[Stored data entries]
==================================================
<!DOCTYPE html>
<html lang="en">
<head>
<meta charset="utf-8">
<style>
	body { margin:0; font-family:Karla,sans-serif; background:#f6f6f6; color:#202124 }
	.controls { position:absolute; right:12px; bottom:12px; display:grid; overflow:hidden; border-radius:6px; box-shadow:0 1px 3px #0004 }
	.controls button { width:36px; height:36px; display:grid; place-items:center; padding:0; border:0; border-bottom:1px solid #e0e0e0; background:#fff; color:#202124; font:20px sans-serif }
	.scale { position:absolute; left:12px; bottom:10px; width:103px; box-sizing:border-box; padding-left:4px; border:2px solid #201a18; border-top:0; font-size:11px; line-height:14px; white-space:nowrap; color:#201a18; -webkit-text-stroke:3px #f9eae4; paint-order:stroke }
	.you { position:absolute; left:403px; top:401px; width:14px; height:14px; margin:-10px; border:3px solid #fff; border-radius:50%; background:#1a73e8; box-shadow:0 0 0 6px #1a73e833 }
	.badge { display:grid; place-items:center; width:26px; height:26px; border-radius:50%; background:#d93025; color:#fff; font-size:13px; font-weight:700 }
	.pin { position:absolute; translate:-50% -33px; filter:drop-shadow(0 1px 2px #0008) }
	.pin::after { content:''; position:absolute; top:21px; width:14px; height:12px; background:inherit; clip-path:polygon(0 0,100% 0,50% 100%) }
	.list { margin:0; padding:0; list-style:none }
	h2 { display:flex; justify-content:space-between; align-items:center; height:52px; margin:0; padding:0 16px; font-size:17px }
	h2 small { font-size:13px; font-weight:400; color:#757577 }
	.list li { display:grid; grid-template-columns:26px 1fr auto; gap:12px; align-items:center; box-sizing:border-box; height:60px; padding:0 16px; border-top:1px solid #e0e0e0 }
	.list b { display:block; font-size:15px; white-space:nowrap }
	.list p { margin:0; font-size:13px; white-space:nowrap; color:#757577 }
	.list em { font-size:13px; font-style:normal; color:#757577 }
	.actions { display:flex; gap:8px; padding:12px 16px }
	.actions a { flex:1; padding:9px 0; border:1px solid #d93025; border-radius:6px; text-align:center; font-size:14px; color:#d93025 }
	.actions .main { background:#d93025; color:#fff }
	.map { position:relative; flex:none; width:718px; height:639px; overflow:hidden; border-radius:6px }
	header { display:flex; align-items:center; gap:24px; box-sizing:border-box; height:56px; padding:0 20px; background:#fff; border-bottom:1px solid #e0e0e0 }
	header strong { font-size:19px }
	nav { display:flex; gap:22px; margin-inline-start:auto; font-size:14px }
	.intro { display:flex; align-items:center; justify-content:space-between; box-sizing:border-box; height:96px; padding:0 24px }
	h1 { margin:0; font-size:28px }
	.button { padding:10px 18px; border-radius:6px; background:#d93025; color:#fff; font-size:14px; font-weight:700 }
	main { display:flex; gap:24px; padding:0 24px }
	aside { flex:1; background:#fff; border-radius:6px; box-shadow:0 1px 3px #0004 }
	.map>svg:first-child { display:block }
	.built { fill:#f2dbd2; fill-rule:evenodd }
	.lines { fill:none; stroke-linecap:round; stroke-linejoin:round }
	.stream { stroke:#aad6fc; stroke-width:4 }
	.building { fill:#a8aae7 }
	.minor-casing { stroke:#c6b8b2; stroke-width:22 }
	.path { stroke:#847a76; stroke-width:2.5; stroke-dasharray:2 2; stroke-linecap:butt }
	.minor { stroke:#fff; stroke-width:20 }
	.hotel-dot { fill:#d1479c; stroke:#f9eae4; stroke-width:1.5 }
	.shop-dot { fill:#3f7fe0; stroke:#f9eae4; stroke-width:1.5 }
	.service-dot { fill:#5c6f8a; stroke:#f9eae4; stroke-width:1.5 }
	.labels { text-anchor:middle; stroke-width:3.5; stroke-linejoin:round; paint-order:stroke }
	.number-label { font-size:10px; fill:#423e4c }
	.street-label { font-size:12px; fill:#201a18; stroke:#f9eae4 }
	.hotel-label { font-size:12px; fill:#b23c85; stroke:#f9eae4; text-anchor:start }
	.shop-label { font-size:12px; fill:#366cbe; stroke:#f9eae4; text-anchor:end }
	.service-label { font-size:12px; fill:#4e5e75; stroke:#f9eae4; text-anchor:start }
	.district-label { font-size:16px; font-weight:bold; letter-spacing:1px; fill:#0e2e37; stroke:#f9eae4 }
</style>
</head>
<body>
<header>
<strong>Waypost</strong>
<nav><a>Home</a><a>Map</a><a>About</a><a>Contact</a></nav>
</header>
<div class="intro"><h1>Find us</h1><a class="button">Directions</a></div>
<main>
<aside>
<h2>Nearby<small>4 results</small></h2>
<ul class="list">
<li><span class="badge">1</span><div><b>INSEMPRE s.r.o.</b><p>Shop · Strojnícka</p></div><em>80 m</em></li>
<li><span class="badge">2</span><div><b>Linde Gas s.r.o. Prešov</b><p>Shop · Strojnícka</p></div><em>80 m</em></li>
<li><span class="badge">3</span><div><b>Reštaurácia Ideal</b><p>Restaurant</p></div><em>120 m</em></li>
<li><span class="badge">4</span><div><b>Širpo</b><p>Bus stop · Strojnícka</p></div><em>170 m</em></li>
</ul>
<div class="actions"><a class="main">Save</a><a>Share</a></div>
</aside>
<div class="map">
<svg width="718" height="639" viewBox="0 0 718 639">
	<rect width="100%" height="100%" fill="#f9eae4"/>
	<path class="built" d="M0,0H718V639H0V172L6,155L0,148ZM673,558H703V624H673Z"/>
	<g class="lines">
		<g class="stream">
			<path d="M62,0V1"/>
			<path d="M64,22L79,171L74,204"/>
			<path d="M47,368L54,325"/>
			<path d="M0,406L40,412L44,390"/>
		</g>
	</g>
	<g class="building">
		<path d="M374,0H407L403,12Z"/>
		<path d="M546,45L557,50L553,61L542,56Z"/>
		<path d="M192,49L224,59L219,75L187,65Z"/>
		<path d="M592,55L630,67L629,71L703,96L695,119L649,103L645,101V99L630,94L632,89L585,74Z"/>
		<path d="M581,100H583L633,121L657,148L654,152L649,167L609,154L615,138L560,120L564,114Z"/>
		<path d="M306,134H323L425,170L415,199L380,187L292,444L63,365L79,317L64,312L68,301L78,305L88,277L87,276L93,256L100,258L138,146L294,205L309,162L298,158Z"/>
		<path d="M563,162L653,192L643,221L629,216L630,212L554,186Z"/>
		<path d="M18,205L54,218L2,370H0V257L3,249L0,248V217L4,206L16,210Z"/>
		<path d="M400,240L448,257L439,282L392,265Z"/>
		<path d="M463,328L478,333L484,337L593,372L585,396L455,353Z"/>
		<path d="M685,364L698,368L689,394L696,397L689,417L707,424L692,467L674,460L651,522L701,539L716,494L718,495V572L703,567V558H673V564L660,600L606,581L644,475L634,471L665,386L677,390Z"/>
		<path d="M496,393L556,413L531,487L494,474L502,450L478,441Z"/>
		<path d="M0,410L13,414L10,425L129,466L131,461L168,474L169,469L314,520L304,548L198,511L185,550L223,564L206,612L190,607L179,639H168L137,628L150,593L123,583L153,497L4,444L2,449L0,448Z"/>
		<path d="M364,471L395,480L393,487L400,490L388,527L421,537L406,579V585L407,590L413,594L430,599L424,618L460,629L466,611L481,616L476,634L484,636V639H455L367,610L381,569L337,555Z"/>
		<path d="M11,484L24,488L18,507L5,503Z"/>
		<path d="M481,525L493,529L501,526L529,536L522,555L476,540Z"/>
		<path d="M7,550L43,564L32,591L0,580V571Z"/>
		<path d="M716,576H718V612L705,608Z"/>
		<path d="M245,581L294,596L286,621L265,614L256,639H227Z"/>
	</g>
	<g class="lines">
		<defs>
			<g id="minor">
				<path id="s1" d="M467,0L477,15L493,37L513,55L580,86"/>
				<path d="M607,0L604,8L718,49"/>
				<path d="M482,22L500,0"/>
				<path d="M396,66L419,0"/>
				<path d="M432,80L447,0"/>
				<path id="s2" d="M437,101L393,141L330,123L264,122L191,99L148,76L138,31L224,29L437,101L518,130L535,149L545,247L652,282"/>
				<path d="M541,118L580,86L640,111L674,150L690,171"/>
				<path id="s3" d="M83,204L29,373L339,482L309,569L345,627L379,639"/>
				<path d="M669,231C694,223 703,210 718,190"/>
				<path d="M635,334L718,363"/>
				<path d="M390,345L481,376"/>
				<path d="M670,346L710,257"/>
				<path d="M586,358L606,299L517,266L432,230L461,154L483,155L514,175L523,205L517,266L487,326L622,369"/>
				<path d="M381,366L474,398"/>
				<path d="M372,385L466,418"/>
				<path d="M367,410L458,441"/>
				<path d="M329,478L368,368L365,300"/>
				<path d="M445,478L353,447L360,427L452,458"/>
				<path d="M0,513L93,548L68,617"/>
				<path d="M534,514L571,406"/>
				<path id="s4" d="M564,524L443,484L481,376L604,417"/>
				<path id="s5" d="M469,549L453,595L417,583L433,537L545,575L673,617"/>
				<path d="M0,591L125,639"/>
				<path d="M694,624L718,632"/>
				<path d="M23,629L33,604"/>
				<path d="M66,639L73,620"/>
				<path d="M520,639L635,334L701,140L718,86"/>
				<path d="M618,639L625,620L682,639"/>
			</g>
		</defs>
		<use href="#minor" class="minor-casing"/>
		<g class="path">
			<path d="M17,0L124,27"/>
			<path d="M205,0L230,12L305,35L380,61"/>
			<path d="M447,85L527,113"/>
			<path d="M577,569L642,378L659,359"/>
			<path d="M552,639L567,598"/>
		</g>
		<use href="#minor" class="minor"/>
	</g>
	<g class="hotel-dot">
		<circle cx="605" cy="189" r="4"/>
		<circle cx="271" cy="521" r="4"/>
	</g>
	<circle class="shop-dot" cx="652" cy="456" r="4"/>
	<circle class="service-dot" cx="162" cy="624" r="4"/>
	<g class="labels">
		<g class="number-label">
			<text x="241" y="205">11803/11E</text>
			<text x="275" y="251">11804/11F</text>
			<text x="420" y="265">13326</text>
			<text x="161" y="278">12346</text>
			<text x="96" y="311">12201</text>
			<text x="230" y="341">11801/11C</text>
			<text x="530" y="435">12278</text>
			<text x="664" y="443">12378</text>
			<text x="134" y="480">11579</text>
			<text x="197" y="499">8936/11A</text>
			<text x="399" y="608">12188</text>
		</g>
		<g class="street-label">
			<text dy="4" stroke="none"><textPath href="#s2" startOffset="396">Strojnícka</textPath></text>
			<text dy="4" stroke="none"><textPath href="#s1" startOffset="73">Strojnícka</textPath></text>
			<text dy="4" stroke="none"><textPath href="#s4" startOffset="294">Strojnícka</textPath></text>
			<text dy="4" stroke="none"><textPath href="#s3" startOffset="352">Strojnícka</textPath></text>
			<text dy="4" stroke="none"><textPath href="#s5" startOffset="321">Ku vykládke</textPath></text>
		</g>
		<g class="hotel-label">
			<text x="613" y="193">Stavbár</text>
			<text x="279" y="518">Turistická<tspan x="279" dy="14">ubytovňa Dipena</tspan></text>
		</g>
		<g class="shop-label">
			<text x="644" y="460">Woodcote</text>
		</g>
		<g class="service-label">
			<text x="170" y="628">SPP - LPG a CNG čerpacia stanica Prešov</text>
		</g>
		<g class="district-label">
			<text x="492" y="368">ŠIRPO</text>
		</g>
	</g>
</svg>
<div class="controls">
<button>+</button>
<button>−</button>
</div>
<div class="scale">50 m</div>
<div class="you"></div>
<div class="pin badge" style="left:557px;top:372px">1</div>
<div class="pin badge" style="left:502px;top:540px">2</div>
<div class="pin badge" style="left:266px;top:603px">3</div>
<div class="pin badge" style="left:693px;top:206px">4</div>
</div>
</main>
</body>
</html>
==================================================
Exercise: Copy every line in the data above that has the string "align" in it.

Your response:
	h2 { display:flex; justify-content:space-between; align-items:center; height:52px; margin:0; padding:0 16px; font-size:17px }
	.list li { display:grid; grid-template-columns:26px 1fr auto; gap:12px; align-items:center; box-sizing:border-box; height:60px; padding:0 16px; border-top:1px solid #e0e0e0 }
	.actions a { flex:1; padding:9px 0; border:1px solid #d93025; border-radius:6px; text-align:center; font-size:14px; color:#d93025 }
	header { display:flex; align-items:center; gap:24px; box-sizing:border-box; height:56px; padding:0 20px; background:#fff; border-bottom:1px solid #e0e0e0 }
	.intro { display:flex; align-items:center; justify-content:space-between; box-sizing:border-box; height:96px; padding:0 24px }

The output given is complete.